Dalla depressione alla stagnazione

Mises non ha esitazioni nel considerare il ciclo deleterio per l’economia nel suo insieme. È del resto una posizione perfettamente comprensibile, dal momento che per lui il boom non comporta un aumento della produzione, mentre la crisi/depressione si traduce in una riduzione di output.

Egli ritiene altresì che il ciclo resti una caratteristica ineluttabile della vita economica, poiché prima o poi le banche cedono alla tentazione di approfittare delle opportunità di lucro offerte dal signoraggio e finiscono per emettere credito circolante. Mises non nutre eccessiva fiducia nella memoria degli operatori, che dovrebbero mantenere un atteggiamento di assoluta diffidenza nei confronti del sistema bancario e dei titoli di credito da loro offerti in sostituzione della moneta. Invece, poiché la moneta fiduciaria viene introdotta a prezzi scontati (il tasso di interesse ribassato) anche la memoria storica può rivelarsi una barriera vulnerabile. Un altro antidoto preso in considerazione è il free banking,le cui virtù – sempre secondo Mises – possono tuttavia essere vanificate da accordi di cooperazione/clearing all’interno del settore bancario stesso [30].

Sebbene Mises abbia senz’altro ragione nell’affermare che il ciclo è definito dalle diverse velocità con cui i prezzi relativi reagiscono a uno shock (in questo caso l’aumento nella quantità di moneta aggregata), banche, investitori e consumatori non esauriscono l’elenco dei protagonisti di un ciclo economico.

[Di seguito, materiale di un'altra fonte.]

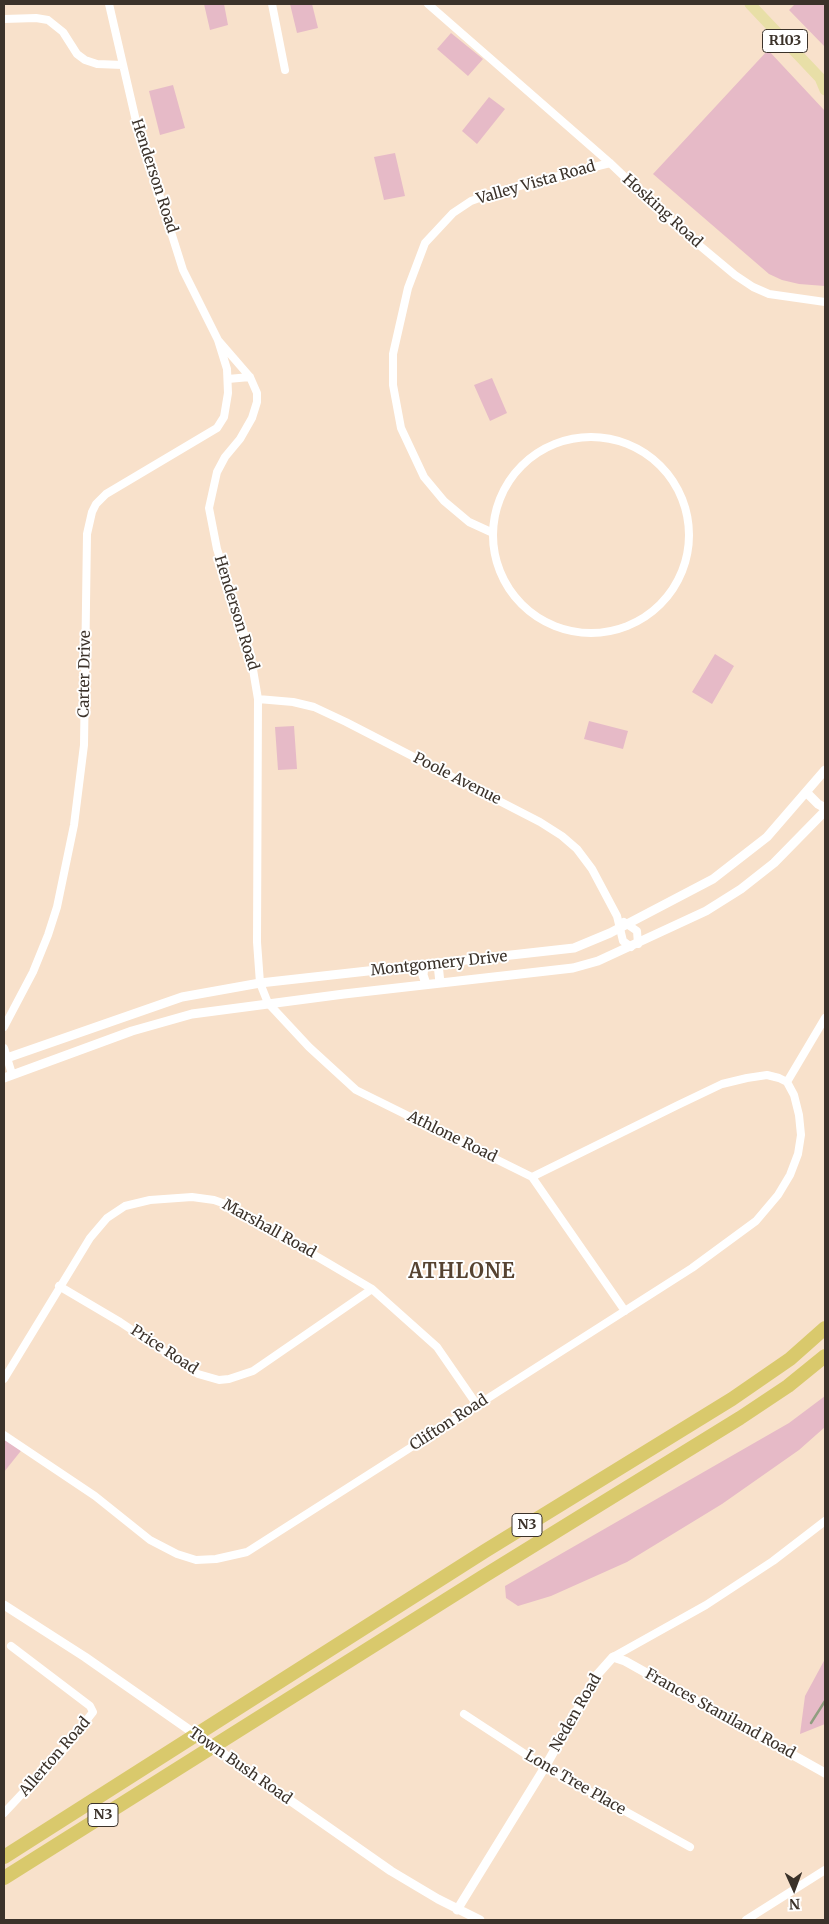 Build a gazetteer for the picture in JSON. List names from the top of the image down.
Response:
{
  "streets": {
    "highway": ["N3"],
    "main road": ["R103"],
    "street": [
      "Henderson Road",
      "Valley Vista Road",
      "Hosking Road",
      "Carter Drive",
      "Poole Avenue",
      "Montgomery Drive",
      "Athlone Road",
      "Marshall Road",
      "Price Road",
      "Clifton Road",
      "Neden Road",
      "Frances Staniland Road",
      "Allerton Road",
      "Town Bush Road",
      "Lone Tree Place"
    ]
  },
  "crossings": [
    ["Henderson Road", "Carter Drive"],
    ["Henderson Road", "Poole Avenue"],
    ["Henderson Road", "Montgomery Drive"],
    ["Henderson Road", "Athlone Road"],
    ["Valley Vista Road", "Hosking Road"],
    ["Poole Avenue", "Montgomery Drive"],
    ["Montgomery Drive", "Athlone Road"],
    ["Athlone Road", "Clifton Road"],
    ["Marshall Road", "Price Road"],
    ["Marshall Road", "Clifton Road"],
    ["Neden Road", "Frances Staniland Road"],
    ["Neden Road", "Town Bush Road"],
    ["Neden Road", "Lone Tree Place"]
  ],
  "districts": ["ATHLONE"],
  "north": "bottom"
}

Se si rivolge l’attenzione alla dinamica del mercato dei fattori produttivi, la storia dell’ultimo secolo indica che, quando i proprietari dei fattori produttivi assistono al declino più o meno graduale delle remunerazioni reali percepite, non sempre si rassegnano alla disciplina del mercato.

Tentano invece di contrastare il fenomeno e difendere così le proprie rendite[31]. Questo vale naturalmente sia per i gruppi di interesse concentrati, sia per quelli diffusi, ma capaci - per esempio - di influire sul risultato di una tornata elettorale; e spiega la facilità con cui alla fine della crisi (in corrispondenza della quale si ha depressione) si riscontra attività legislativa indirizzata a conferire protezione normativa alle rendite acquisite nei periodi precedenti: regolamentazione del mercato dei fattori, rafforzamento delle barriere all’uscita, privilegi protezionistici a coloro già presenti e attivi sul mercato.

Si può così concludere che durante una crisi tradizionale gli operatori si devono
confrontare con problemi di eccessiva accumulazione, ai quali reagiscono liberando fattori produttivi non più richiesti. Tuttavia, se il governo interviene con provvedimenti atti a rallentare o fermare il declino nei prezzi dei fattori, i produttori - soprattutto se non privilegiati - saranno stimolati a lasciare il capitale fisso inutilizzato o addirittura a cessare l’attività per evitare di subire perdite. È effettivamente quanto si riscontra di frequente nella realtà.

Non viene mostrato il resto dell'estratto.